To tackle scammers, only active companies who produce regular, up-to-date accounts can now register pension schemes. Limiting transfers of pension pots from one occupational scheme to another will mean trustees must check their receiving scheme is regulated by the Financial Conduct Authority (FCA), has an active employment link with the individual, or has an authorised master trust.
Government figures show that almost £5 million was obtained by pension scammers in the first five months of 2017, bringing the estimated total since April 2014 to £43 million.
Parliamentary under-secretary for pensions and financial inclusion Guy Opperman said the measures should help protect private savers. “Today’s figures highlight the extent to which people’s savings are being targeted and stolen through elaborate hoaxes – leaving them with little opportunity to build up their savings again,” he said. “That is why we are introducing tough new measures for those who scam.
“If people have saved for a private pension we want to protect them. This is the biggest life saving that individuals normally make over many years of hard work. By tackling these scammers people should know that cold calling, apart from in exceptional circumstances, is banned.”
The measures will include a ban on all cold contact in relation to pensions, including emails and text messages.
Nathan Long, senior pensions analyst at Hargreaves Lansdown, said that while this will not stop scammers from operating it may help to make people more aware of their methods. “The government’s attack on scammers limits the options for scammers to get their hands on hard-earned pension savings,” he said. “Clamping down on calls, texts and emails won’t stop the scammers, but it sends a loud and clear message to be on your guard if you are contacted out of the blue. The golden rule with pension planning is that if something appears too good to be true it almost certainly is.

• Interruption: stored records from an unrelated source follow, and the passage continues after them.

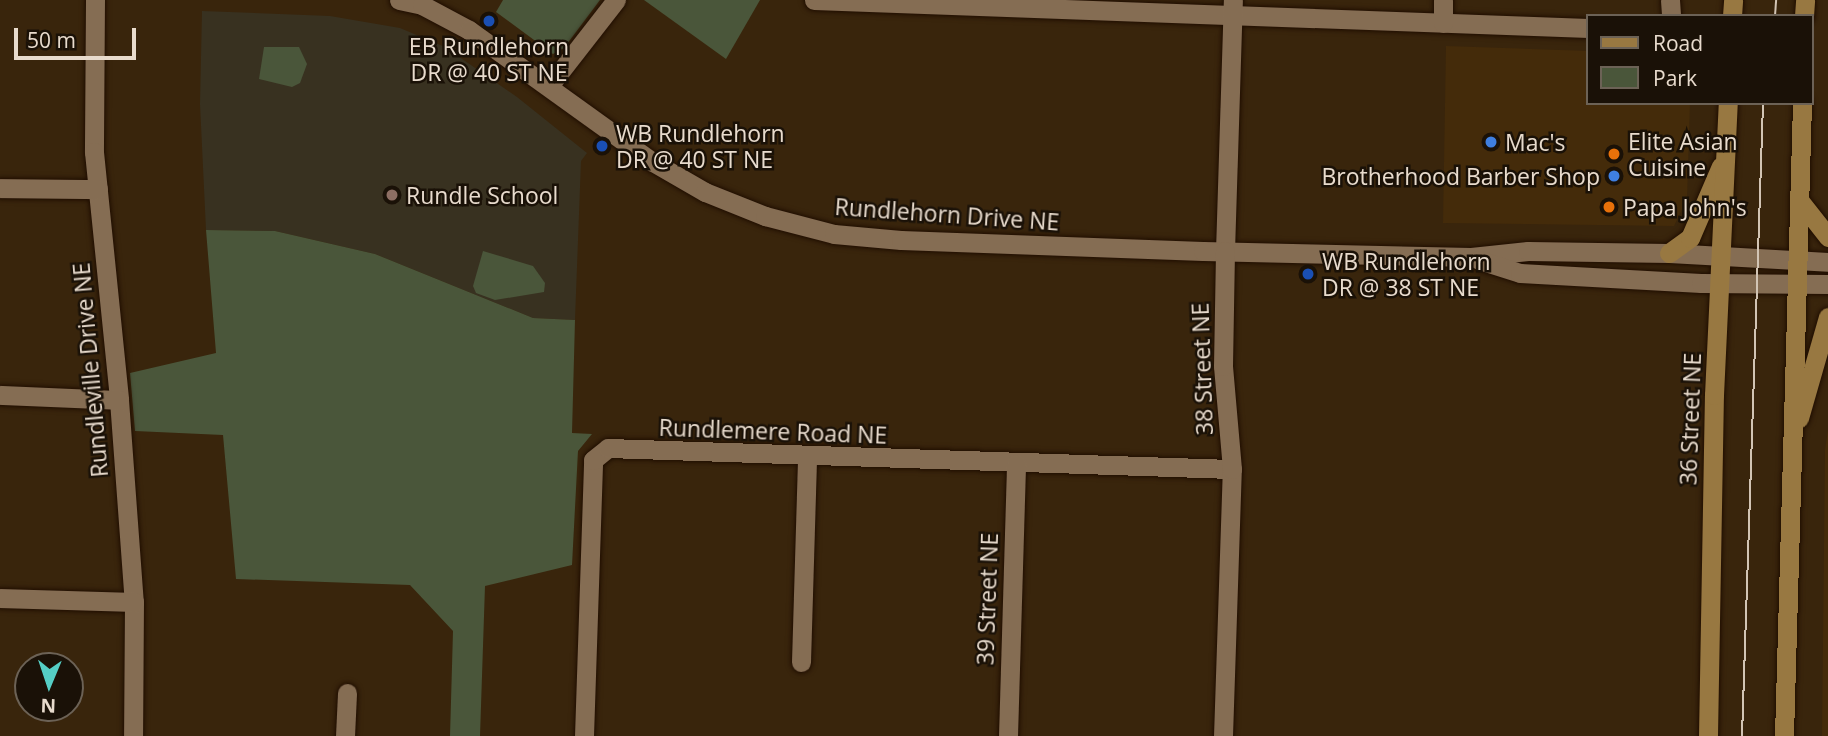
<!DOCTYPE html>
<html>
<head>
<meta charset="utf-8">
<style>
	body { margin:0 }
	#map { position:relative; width:1828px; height:736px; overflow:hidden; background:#39250c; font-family:"Open Sans",sans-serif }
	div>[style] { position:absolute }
	.built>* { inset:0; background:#442b0a }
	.education>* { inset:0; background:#383120 }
	.green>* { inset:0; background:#4a563a }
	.roads { filter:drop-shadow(0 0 2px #200e00) drop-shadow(0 0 2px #200e00) }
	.minor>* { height:19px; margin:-9.5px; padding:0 9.5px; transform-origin:9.5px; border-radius:9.5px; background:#856d53 }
	.tertiary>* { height:19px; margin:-9.5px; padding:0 9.5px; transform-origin:9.5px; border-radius:9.5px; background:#856d53 }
	.secondary>* { height:19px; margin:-9.5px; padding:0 9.5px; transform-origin:9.5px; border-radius:9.5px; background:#987841 }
	.tram>* { height:2px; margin:-1px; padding:0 1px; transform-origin:1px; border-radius:1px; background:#d2c4b4 }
	.dots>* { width:19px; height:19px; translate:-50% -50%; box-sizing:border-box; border:4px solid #1a1107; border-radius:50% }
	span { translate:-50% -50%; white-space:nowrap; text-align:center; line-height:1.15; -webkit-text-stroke:5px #1a1107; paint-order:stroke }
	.poi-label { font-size:23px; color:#e8dbcd }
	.left { translate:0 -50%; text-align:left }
	.right { translate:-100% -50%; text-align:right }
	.street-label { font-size:23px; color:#e8dbcd }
	.legend { position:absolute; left:1586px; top:14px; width:228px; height:91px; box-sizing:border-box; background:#1a1107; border:2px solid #6c6256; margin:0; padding:9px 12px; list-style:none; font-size:21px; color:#e8dbcd }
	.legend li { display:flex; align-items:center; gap:14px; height:35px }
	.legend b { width:35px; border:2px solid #6c6256 }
	.north { position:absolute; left:14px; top:652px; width:70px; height:70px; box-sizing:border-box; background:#1a1107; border:2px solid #6c6256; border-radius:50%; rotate:182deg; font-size:19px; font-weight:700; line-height:28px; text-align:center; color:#e8dbcd }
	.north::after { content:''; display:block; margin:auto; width:24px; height:32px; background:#55cec5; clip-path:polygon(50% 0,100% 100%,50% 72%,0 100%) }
	.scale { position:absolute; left:14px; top:28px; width:122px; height:32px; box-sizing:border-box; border:4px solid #e8dbcd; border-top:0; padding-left:9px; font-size:21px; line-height:24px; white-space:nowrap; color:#e8dbcd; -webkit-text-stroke:5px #1a1107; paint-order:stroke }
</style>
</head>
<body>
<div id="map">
	<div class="built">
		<div style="clip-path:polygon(1446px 46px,1588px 51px,1588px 103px,1690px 103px,1687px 199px,1674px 226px,1443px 223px)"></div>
		<div style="clip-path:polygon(1828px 430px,1828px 736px,1822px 736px,1825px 450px)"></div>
	</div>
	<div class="education">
		<div style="clip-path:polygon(202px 11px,330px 16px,400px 28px,445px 47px,517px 97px,587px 153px,581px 161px,575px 320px,533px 318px,375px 254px,275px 231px,206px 230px,200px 104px)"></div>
	</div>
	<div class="green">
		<div style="clip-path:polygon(503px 0,600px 0,564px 48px,553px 54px,496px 12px)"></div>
		<div style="clip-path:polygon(644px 0,760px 0,726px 59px)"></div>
		<div style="clip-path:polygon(264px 47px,299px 47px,307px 64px,300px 83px,292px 87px,259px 79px)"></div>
		<div style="clip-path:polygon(206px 230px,275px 231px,375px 254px,533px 318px,575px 320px,572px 433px,592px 434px,578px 451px,572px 565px,485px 586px,480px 736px,450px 736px,453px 631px,410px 585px,236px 579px,223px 435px,135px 431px,130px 373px,216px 353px)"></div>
		<div style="clip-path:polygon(483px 251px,533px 266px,545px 283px,544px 292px,495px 300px,476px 293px,473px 286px)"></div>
	</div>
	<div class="roads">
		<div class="minor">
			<div style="left:95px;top:0;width:152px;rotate:90.4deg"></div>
			<div style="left:94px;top:152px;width:249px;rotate:84.2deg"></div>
			<div style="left:119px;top:400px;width:203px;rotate:85.8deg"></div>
			<div style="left:134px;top:602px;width:134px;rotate:90.4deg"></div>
			<div style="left:814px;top:0;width:775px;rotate:2.07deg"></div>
			<div style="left:1670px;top:0;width:16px;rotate:86deg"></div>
			<div style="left:1443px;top:23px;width:23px;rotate:-90deg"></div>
			<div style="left:549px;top:86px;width:109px;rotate:-52.1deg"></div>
			<div style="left:0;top:188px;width:98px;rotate:0.6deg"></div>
			<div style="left:1225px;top:251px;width:251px;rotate:-88.2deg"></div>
			<div style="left:0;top:395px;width:119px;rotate:2.4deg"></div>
			<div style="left:0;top:598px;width:134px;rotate:1.7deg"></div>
			<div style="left:801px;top:662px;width:205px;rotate:-88.3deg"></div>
			<div style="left:345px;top:736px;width:43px;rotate:-87.3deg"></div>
			<div style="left:584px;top:736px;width:276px;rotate:-88.1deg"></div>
			<div style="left:593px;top:460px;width:19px;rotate:-39deg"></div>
			<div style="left:608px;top:448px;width:624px;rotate:1.93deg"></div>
			<div style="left:1008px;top:736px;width:272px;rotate:-88.3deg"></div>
		</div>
		<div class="tertiary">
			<div style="left:399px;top:0;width:24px;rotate:12deg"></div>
			<div style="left:422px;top:5px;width:53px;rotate:28deg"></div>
			<div style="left:469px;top:30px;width:226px;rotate:35.7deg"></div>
			<div style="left:653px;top:162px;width:60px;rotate:30deg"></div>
			<div style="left:705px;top:192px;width:65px;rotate:21.8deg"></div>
			<div style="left:765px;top:216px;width:71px;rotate:14.6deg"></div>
			<div style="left:834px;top:234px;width:67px;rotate:5.1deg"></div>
			<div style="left:901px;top:240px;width:302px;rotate:2.1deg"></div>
			<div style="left:1203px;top:251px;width:268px;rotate:1.3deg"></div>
			<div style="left:1471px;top:257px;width:57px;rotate:-6deg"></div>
			<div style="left:1528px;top:251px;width:141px;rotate:0.8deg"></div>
			<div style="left:1669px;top:253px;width:159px;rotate:3.2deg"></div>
			<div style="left:1479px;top:260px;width:43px;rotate:17.6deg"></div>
			<div style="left:1520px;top:273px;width:181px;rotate:3.2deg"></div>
			<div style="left:1701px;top:283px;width:127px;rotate:0.5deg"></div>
			<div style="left:1223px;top:736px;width:267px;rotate:-88.1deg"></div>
			<div style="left:1232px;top:469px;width:103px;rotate:-95deg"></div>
			<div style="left:1223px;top:366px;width:115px;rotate:-89deg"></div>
		</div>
		<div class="secondary">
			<div style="left:1732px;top:16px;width:16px;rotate:-86deg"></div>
			<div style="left:1804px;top:16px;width:16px;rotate:-86deg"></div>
			<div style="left:1799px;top:200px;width:47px;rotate:51.9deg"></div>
			<div style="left:1669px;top:253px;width:26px;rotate:-36deg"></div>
			<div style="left:1690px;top:238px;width:78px;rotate:-66.7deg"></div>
			<div style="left:1799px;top:418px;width:105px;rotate:-74deg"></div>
			<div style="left:1708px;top:736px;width:341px;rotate:-89deg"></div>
			<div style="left:1714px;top:395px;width:292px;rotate:-87.3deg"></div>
			<div style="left:1784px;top:736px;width:633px;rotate:-88.37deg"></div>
		</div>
	</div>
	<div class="tram">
		<div style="left:1775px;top:16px;width:16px;rotate:-86deg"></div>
		<div style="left:1742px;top:736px;width:633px;rotate:-88.1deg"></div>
	</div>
	<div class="dots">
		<div style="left:489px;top:21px;background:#1a4fb4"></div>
		<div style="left:1491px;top:142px;background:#3f7fe0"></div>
		<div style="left:602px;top:146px;background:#1a4fb4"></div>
		<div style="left:1614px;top:154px;background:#e8710a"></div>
		<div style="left:1614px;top:176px;background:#3f7fe0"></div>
		<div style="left:392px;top:195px;background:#8d6e63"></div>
		<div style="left:1609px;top:207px;background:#e8710a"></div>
		<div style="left:1308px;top:274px;background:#1a4fb4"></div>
	</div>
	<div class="poi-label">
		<span style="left:489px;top:59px">EB Rundlehorn<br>DR @ 40 ST NE</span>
		<span class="left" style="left:616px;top:146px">WB Rundlehorn<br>DR @ 40 ST NE</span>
		<span class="left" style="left:1628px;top:154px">Elite Asian<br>Cuisine</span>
		<span class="left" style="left:1505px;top:142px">Mac's</span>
		<span class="right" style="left:1600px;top:176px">Brotherhood Barber Shop</span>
		<span class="left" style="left:406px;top:195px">Rundle School</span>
		<span class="left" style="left:1623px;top:207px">Papa John's</span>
		<span class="left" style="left:1322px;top:274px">WB Rundlehorn<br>DR @ 38 ST NE</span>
	</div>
	<div class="street-label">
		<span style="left:947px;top:214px;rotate:4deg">Rundlehorn Drive NE</span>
		<span style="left:1202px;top:369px;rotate:-92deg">38 Street NE</span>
		<span style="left:90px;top:370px;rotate:-95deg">Rundleville Drive NE</span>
		<span style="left:1690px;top:419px;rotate:-88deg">36 Street NE</span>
		<span style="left:773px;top:431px;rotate:2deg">Rundlemere Road NE</span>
		<span style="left:987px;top:599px;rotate:-88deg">39 Street NE</span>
	</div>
	<ul class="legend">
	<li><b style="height:9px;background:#987841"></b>Road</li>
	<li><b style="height:19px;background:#4a563a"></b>Park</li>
	</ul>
	<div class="north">N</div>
	<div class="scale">50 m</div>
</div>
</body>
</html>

“Making pension schemes harder to set up and ensuring transfers only proceed to appropriately regulated schemes will help to blunt the damage scammers can inflict, but pension savers must remain vigilant.”
He told HR magazine that HR teams have a "crucial role" in protecting employees from scams. “Importantly these changes do not remove the risk of scams," he said. "HR teams have a crucial role in raising scam awareness as employees generally place a huge amount of trust in their employer.
"People only retire once and many are not confident in making financial decisions, so it can be an unsettling time. Scammers are often successful because offers that are ‘too good to be true’ appear irresistible. HR teams that help raise confidence and financial know-how through workplace financial education initiatives can help staff to spot these scams and steer well clear.”